··· STUDY MATERIAL

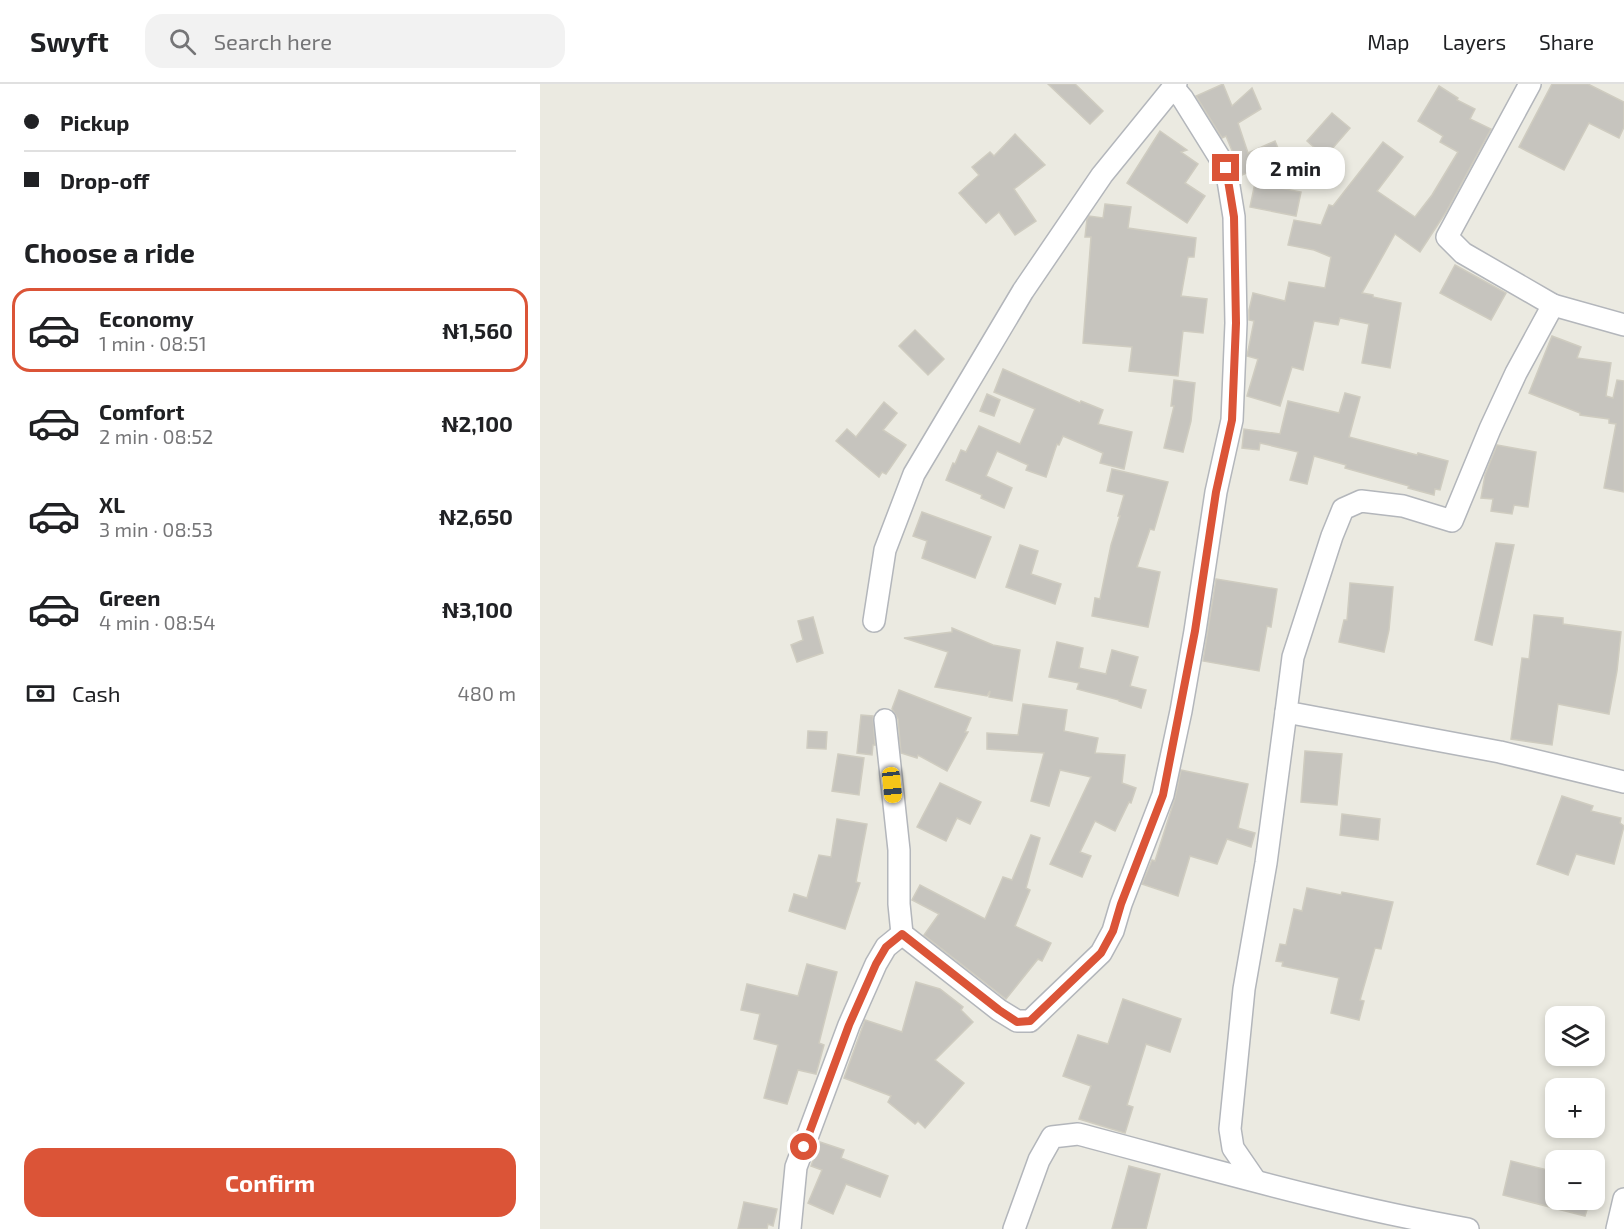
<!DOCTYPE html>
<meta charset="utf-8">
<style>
:root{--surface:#fff;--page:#f2f2f2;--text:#202124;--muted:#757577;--line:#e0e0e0;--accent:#db5437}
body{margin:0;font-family:"Exo 2",sans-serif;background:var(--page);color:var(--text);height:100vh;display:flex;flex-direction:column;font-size:22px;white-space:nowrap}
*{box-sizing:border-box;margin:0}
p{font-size:20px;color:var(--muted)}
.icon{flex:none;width:33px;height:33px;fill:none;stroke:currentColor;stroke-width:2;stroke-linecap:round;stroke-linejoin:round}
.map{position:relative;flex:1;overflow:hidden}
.panel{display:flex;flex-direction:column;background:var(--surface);width:540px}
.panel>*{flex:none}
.top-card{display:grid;align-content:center;height:132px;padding:0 24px;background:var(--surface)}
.fabs{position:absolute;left:1005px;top:922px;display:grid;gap:12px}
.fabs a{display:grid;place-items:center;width:60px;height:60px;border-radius:12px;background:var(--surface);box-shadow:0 3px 9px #0003;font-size:30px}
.end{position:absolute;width:27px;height:27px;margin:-14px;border:8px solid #db5437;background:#fff;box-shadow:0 0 0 3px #fff}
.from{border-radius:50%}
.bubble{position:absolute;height:42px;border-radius:18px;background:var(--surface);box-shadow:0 3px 9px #0003;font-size:20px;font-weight:700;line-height:42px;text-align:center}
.car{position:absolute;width:18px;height:36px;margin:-18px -9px;border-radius:8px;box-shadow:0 0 4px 2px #0007;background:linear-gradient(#f5c518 24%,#345 0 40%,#f5c518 0 76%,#345 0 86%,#f5c518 0)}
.top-card b{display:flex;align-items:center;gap:21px;height:57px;font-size:22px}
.top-card b+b{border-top:2px solid var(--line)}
.top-card i{width:15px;height:15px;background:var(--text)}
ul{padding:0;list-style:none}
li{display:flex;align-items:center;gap:18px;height:84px;margin:0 12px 9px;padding:0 12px;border:3px solid transparent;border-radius:18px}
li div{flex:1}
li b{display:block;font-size:22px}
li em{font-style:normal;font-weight:700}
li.active{border-color:var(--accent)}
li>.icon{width:54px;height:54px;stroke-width:1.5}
h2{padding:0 24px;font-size:27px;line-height:72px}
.pay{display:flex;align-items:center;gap:15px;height:66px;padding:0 24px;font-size:22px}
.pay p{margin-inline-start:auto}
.primary-button{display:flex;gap:12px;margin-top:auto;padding:12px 24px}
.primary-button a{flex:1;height:69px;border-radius:18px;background:var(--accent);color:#fff;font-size:24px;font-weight:700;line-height:69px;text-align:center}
header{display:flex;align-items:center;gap:36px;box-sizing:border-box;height:84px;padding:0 30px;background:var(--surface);border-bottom:2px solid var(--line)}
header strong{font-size:28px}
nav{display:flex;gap:33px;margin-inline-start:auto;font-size:21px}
.search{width:420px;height:54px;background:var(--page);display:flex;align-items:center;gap:15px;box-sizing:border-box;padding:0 21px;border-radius:18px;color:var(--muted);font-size:22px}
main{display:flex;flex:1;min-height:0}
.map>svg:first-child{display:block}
</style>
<header>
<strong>Swyft</strong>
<div class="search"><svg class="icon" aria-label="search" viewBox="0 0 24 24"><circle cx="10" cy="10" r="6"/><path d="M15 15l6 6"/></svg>Search here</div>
<nav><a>Map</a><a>Layers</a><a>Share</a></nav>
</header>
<main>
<section class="panel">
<div class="top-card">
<b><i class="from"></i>Pickup</b>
<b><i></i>Drop-off</b>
</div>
<h2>Choose a ride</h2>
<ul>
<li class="active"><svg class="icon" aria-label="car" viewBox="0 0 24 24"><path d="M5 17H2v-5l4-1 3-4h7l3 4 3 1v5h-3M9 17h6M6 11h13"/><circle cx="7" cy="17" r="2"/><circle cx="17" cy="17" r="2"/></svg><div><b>Economy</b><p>1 min · 08:51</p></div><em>₦1,560</em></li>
<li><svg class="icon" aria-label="car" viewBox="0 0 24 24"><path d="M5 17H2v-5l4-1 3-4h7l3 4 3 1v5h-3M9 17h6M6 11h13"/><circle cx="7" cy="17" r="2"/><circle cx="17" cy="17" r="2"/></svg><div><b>Comfort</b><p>2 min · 08:52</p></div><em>₦2,100</em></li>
<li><svg class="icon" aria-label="car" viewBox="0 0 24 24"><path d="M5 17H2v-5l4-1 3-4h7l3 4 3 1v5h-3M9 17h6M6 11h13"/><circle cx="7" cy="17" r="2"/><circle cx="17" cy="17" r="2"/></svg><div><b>XL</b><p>3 min · 08:53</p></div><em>₦2,650</em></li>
<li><svg class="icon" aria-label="car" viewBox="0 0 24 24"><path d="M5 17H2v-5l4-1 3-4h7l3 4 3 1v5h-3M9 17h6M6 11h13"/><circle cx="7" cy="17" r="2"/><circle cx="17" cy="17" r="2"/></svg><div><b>Green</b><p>4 min · 08:54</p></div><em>₦3,100</em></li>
</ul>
<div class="pay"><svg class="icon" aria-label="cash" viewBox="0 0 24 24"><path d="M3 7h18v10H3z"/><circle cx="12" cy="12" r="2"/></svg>Cash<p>480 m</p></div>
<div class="primary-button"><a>Confirm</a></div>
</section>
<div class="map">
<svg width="1084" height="1145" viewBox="0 0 1084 1145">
<rect width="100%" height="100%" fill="#ebeae1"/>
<!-- building -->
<g fill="#c6c4be" stroke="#cfccc0" stroke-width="1.5">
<polygon points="508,0 535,0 563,27 550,40"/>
<polygon points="683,0 692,22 712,4 721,25 698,39 708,69 735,57 740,69 740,75 702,91 686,52 682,54 656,12"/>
<polygon points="1012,0 1048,0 1084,18 1084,43 1079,54 1049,39 1024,86 979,63"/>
<polygon points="899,2 918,14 917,16 935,25 930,35 951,45 906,128 880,168 855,150 822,209 833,211 833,213 861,219 850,284 822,279 829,240 800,234 798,241 774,237 763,286 752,283 740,322 707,312 718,275 707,272 714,237 709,236 709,226 713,209 745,217 749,198 785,204 791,173 774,166 748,161 754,136 781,141 789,121 793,122 843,58 863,73 837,107 875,133 892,111 918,68 900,58 903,52 878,37"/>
<polygon points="792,29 810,44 785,73 767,57"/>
<polygon points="620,47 647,66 641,68 658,80 645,99 665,112 647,139 587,99"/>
<polygon points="475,50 505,81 474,105 496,137 475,151 459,128 446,139 419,109 439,91 432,83 450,68 454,72"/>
<polygon points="715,99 761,108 756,132 710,123"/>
<polygon points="565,120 591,123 588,144 656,154 654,173 648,173 641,212 667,215 663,249 643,247 638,292 589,287 592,263 543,259 551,153 545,153 547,135 549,132 563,134"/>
<polygon points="915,181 966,209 951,236 900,209"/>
<polygon points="375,246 404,275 388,291 359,262"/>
<polygon points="1012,252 1041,263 1037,274 1071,279 1066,312 1073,314 1077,296 1084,297 1084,408 1064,404 1076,340 1069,339 1069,335 1040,331 1040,329 989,309"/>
<polygon points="463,285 540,319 541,317 563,326 558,340 592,348 584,385 560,379 563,369 523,352 519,361 517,360 506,393 486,386 488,381 457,367 446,392 472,404 464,424 441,414 442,411 406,396 413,379 415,380 421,366 426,368 439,342 480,360 495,325 454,308"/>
<polygon points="634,296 655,299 651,337 643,368 624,364 634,322 631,322"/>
<polygon points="805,309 820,313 809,353 877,371 878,369 908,377 900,406 895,405 894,411 868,404 869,402 805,384 806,381 774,372 767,400 750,396 758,368 720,359 719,366 702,364 704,345 740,350 748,317 799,329"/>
<polygon points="447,310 460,316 454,332 440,327"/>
<polygon points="344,318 357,329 343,346 366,361 346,390 342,388 339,393 296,357 307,345 316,353"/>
<polygon points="957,361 996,368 988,423 974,421 972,430 951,427 953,415 941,414 945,391"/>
<polygon points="572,385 628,398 614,446 610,445 597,483 620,488 608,543 552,532 555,514 560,515 571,461 580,432 578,432 584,411 567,407"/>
<polygon points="382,428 451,453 435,494 382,474 387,457 373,452"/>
<polygon points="956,459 974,461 952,561 935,556"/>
<polygon points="480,461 498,467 491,490 521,500 515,520 466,503"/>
<polygon points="676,495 737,505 731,543 727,542 719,587 663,577"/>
<polygon points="810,499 853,503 849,546 844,568 799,558 804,536 807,536"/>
<polygon points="994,531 1023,534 1023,540 1081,548 1077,587 1069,630 1018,620 1012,661 971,655 982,574 989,575"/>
<polygon points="273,533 283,569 257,578 251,561 263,556 258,537"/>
<polygon points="412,544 453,561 480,566 472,617 449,613 450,607 447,612 395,603 408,568 364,554 412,548"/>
<polygon points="517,558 543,564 539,584 566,590 572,566 598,573 590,602 606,606 601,624 579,617 579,616 537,605 539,599 509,593"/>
<polygon points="359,606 431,634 425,648 428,648 407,687 378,671 377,674 361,669 358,635 352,625"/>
<polygon points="483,620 527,626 524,647 558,654 555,669 585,671 582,699 596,704 591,719 589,718 575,747 555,737 540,768 551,772 542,793 510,780 551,693 520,686 509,722 491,717 504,669 447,665 447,649 478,651"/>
<polygon points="321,631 333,632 335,661 333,661 332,671 317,669"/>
<polygon points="268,647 287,648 286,665 267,664"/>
<polygon points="765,667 802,670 797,721 761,718"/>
<polygon points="298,670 324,674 319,711 292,707"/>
<polygon points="641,686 708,700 698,744 715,749 711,763 687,755 677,780 650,772 638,812 602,800 612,776 615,777 635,714"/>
<polygon points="400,699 441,718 430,740 417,734 406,757 377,743"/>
<polygon points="1022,712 1053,722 1051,727 1081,734 1080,739 1084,742 1074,780 1036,770 1028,791 997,780"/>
<polygon points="802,730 840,735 838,756 800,751"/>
<polygon points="297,735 327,740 316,798 320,799 305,845 249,827 254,810 267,814 279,771 291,773"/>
<polygon points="491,751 500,754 486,804 490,806 475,842 511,859 502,877 498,875 466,915 384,851 399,830 372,816 380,801 445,835 463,793 472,796"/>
<polygon points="767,804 801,811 802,808 853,818 841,865 835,864 820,916 824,917 819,936 791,929 799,894 742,882 743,878 736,877 740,860 746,861 754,825 762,827"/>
<polygon points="267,880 297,888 279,959 284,961 276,990 258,986 247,1020 224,1014 238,961 214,955 220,930 201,926 207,900 258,912"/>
<polygon points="376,898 400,905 423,923 421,926 433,938 395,976 424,999 385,1044 378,1037 375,1040 348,1018 351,1012 304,994 325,936 362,948"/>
<polygon points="583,915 641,935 630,968 606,960 587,1021 593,1023 585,1049 539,1035 551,1002 523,992 538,951 568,960"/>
<polygon points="280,1058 304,1066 301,1074 348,1092 340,1113 306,1100 293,1130 268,1119 282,1086 271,1082"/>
<polygon points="971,1077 1016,1088 1016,1116 1050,1116 1045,1132 963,1111"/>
<polygon points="589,1082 620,1090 606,1145 572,1145"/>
<polygon points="204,1118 237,1125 233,1142 228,1140 227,1145 198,1145"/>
</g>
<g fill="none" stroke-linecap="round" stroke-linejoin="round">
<defs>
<g id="minor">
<polyline points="990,0 907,153 923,169 1013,221 1084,241"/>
<polyline points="1013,221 976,289 950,345 912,437 863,422 821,417 803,425 792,452 753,573 746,628 960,668 1084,698"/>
<polyline points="334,537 345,466 374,390 483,207 562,91 636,0"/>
<polyline points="345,636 359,766 359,820 362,850 459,926 477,937 490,937 561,869 573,847 581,820 623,711 641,627 655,547 676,408 692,336 696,239 694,133 686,84 643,15 633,3"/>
<polyline points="715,1096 693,1064 690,1045 704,905 726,779 746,628"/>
<polyline points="250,1145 256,1083 309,941 336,880 346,863 362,850"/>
<path d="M 474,1145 L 499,1076 L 512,1053 L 538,1050 C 667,1084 796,1122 928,1145"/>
<polyline points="1077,1145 1084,1115"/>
</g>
</defs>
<!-- minor casing -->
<use href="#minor" stroke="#b3b6bb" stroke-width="24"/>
<!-- minor -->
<use href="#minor" stroke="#fff" stroke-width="21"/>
</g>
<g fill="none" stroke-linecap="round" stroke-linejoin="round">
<!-- route -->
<polyline stroke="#db5437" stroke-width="8" points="264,1063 309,941 336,880 346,863 362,850 459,926 477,938 490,937 561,869 573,847 581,820 623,711 655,547 676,408 692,336 696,239 694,133 686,84"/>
</g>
</svg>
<div class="fabs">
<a><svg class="icon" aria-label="layers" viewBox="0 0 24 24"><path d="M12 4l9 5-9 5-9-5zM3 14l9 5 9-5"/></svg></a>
<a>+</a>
<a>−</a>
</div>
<i class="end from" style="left:264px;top:1063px"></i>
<i class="end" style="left:686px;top:84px"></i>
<div class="bubble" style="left:706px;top:63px;width:99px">2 min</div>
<i class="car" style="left:352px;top:701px;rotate:174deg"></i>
</div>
</main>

······

**PROBLEM REQUIREMENTS:** Lines containing the string "panel" are the ones to copy from the entries above.

**REPLY:**
.panel{display:flex;flex-direction:column;background:var(--surface);width:540px}
.panel>*{flex:none}
<section class="panel">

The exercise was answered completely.